[[ DATA FOR REVIEW, beginning ]]

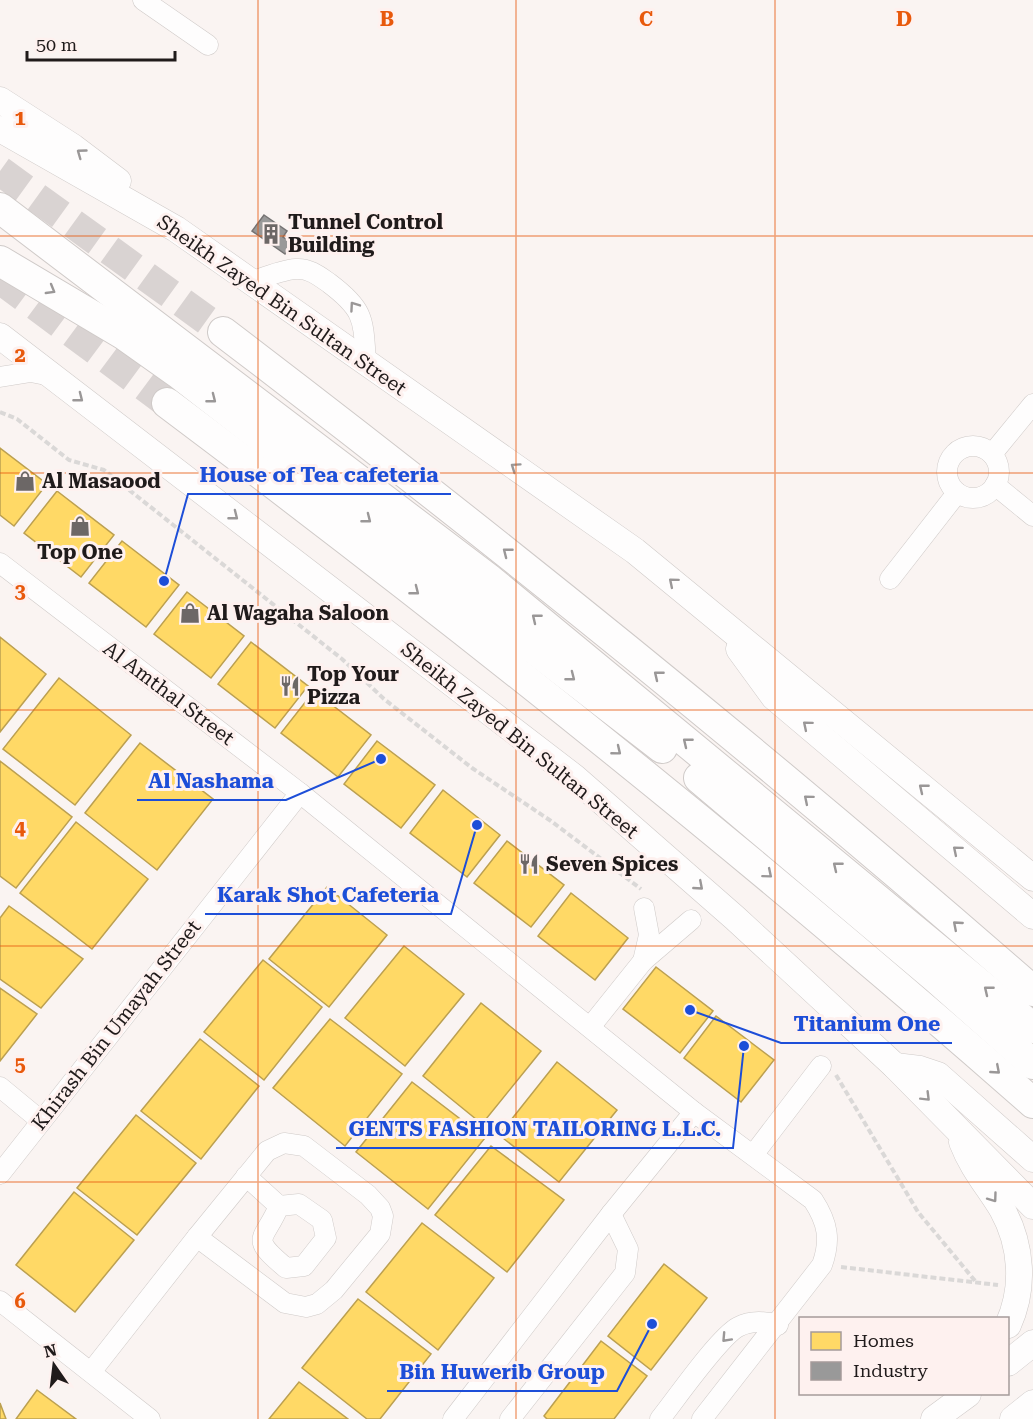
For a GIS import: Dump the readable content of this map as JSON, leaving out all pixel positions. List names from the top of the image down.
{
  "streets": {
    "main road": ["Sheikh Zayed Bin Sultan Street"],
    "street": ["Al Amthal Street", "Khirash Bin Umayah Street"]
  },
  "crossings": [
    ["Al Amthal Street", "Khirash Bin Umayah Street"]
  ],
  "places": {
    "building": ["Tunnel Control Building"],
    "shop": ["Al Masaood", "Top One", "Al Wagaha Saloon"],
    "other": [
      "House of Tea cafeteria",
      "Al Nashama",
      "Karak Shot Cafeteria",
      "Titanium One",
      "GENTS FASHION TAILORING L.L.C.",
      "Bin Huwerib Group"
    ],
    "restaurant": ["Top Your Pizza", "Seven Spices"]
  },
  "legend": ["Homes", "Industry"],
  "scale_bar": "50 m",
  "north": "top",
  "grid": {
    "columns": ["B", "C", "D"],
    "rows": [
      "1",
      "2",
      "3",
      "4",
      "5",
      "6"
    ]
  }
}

[[ DATA FOR REVIEW, end ]]

--- EXERCISE DESCRIPTION ---
Scan the material for the word "Amthal". Return every line where it is found.

--- SOLUTION FOR THIS TASK ---
    "street": ["Al Amthal Street", "Khirash Bin Umayah Street"]
    ["Al Amthal Street", "Khirash Bin Umayah Street"]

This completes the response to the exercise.